On Thu, May 12, 2022 at 14:14:15 +0200, Peter Krempa wrote:
On Tue, May 10, 2022 at 17:21:15 +0200, Jiri Denemark wrote:
> Mostly we just need to check whether the domain is in a failed post-copy
> migration that can be resumed.
>
> Signed-off-by: Jiri Denemark <jdenemar(a)redhat.com>
> ---
> src/qemu/qemu_migration.c | 143 ++++++++++++++++++++++++++++++++++++++
> 1 file changed, 143 insertions(+)
>
> diff --git a/src/qemu/qemu_migration.c b/src/qemu/qemu_migration.c
> index c111dd8686..99b1d4b88b 100644
> --- a/src/qemu/qemu_migration.c
> +++ b/src/qemu/qemu_migration.c
> @@ -2717,6 +2717,143 @@ qemuMigrationSrcBeginPhase(virQEMUDriver *driver,
> flags);
> }
>
> +
> +static bool
> +qemuMigrationAnyCanResume(virDomainObj *vm,
> + virDomainAsyncJob job,
> + unsigned long flags,
> + qemuMigrationJobPhase expectedPhase)
> +{
> + qemuDomainObjPrivate *priv = vm->privateData;
> +
> + VIR_DEBUG("vm=%p, job=%s, flags=0x%lx, expectedPhase=%s",
> + vm, virDomainAsyncJobTypeToString(job), flags,
> + qemuDomainAsyncJobPhaseToString(VIR_ASYNC_JOB_MIGRATION_OUT,
> + expectedPhase));
> +
> + if (!(flags & VIR_MIGRATE_POSTCOPY)) {
> + virReportError(VIR_ERR_ARGUMENT_UNSUPPORTED, "%s",
> + _("resuming failed post-copy migration requires "

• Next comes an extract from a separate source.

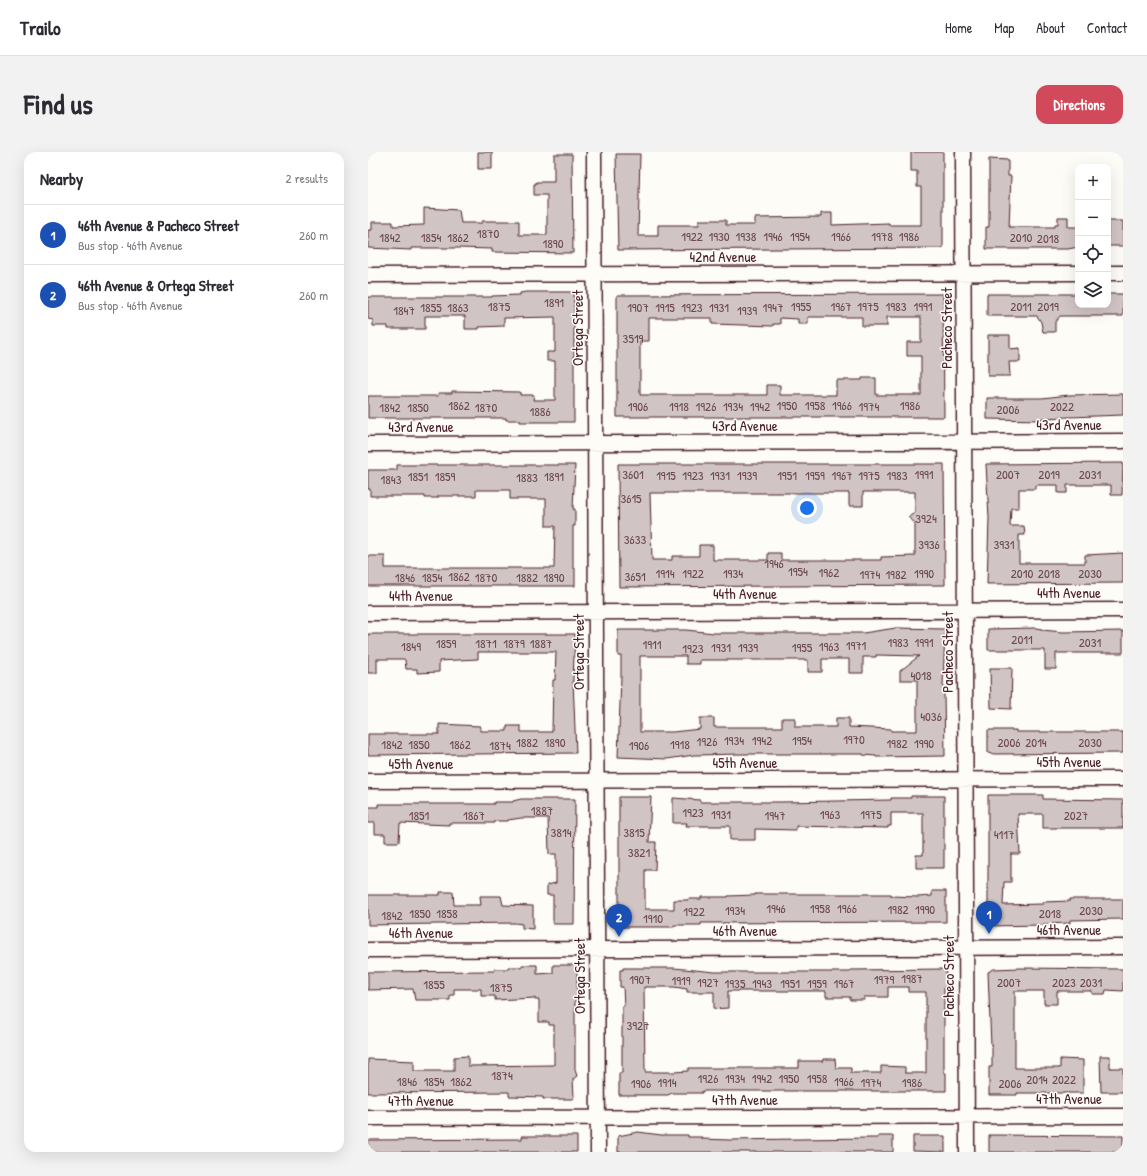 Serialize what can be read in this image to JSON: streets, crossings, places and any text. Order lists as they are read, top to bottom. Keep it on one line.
{"streets":{"street":["42nd Avenue","Ortega Street","Pacheco Street","43rd Avenue","44th Avenue","45th Avenue","46th Avenue","47th Avenue"]},"crossings":[["42nd Avenue","Ortega Street"],["42nd Avenue","Pacheco Street"],["Ortega Street","43rd Avenue"],["Ortega Street","44th Avenue"],["Ortega Street","45th Avenue"],["Ortega Street","46th Avenue"],["Ortega Street","47th Avenue"],["Pacheco Street","43rd Avenue"],["Pacheco Street","44th Avenue"],["Pacheco Street","45th Avenue"],["Pacheco Street","46th Avenue"],["Pacheco Street","47th Avenue"]],"house_numbers":["1870","1922","1930","1938","1946","1954","1966","1978","1986","1842","1854","1862","2010","2018","1890","1891","1875","1955","1967","1975","1983","1991","2011","2019","1855","1863","1907","1915","1923","1931","1947","1847","1939","3519","1862","1950","1958","1966","1986","1906","1918","1926","1934","1942","1974","2022","1842","1850","1870","2006","1886","3601","1991","2007","2019","2031","1915","1923","1931","1939","1951","1959","1967","1975","1983","1851","1859","1891","1883","1843","3615","3924","3633","3936","3931","1946","1954","1962","1914","1922","1934","1990","2010","2018","2030","1974","1982","1862","3651","1846","1854","1870","1882","1890","2011","1983","1991","2031","1859","1871","1879","1887","1911","1971","1849","1963","1931","1939","1955","1923","4018","4036","1970","1934","1942","1954","1926","1882","1890","2006","2014","2030","1982","1990","1842","1850","1862","1918","1874","1906","1887","1923","1931","1963","1975","1851","1867","1947","2027","3814","3815","4117","3821","1946","1958","1966","1982","1990","1934","2030","1922","1850","1858","2018","1842","1910","1987","1907","1979","1919","1927","2007","2023","2031","1935","1943","1951","1959","1967","1855","1875","3927","1874","1926","1934","1942","1950","1958","2014","2022","1846","1854","1862","1966","1914","1974","1986","1906","2006"],"page":{"header":"Trailo","nav":["Home","Map","About","Contact"],"title":"Find us","buttons":"Directions","heading":["Nearby","2 results"],"map_buttons":["+","−"],"list":[{"mark":"1","name":"46th Avenue & Pacheco Street","note":"Bus stop · 46th Avenue","value":"260 m"},{"mark":"2","name":"46th Avenue & Ortega Street","note":"Bus stop · 46th Avenue","value":"260 m"}],"pins":["1","2"]}}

> + "post-copy to be enabled"));
Error messages shall not have line breaks.
Also ... requiring this flag seems to be a bit pointless and ...
cosmetic at best. Since the previous migration would need to be started
with the post-copy flag already which is checked below.
Right, the previous migration must have been started as post-copy, but
resuming it is post-copy too. We could have implied the flag based on
POSTCOPY_RESUME (which is ugly) or all relevant places checking POSTCOPY
would need to check POSTCOPY_RESUME too (which is ugly as well). And
with the expected use case (repeating the failed migration command with
all the flags and arguments and adding an extra POSTCOPY_RESUME flag) in
mind requiring POSTCOPY to be used with POSTCOPY_RESUME looks like the
the best option to me.
> + return false;
> + }
> +
> + /* This should never happen since POSTCOPY_RESUME is newer than
> + * CHANGE_PROTECTION, but let's check it anyway in case we're talking
to
> + * a weired client.
> + */
> + if (job == VIR_ASYNC_JOB_MIGRATION_OUT &&
> + expectedPhase < QEMU_MIGRATION_PHASE_PERFORM_RESUME &&
> + !(flags & VIR_MIGRATE_CHANGE_PROTECTION)) {
> + virReportError(VIR_ERR_ARGUMENT_UNSUPPORTED, "%s",
> + _("resuming failed post-copy migration requires "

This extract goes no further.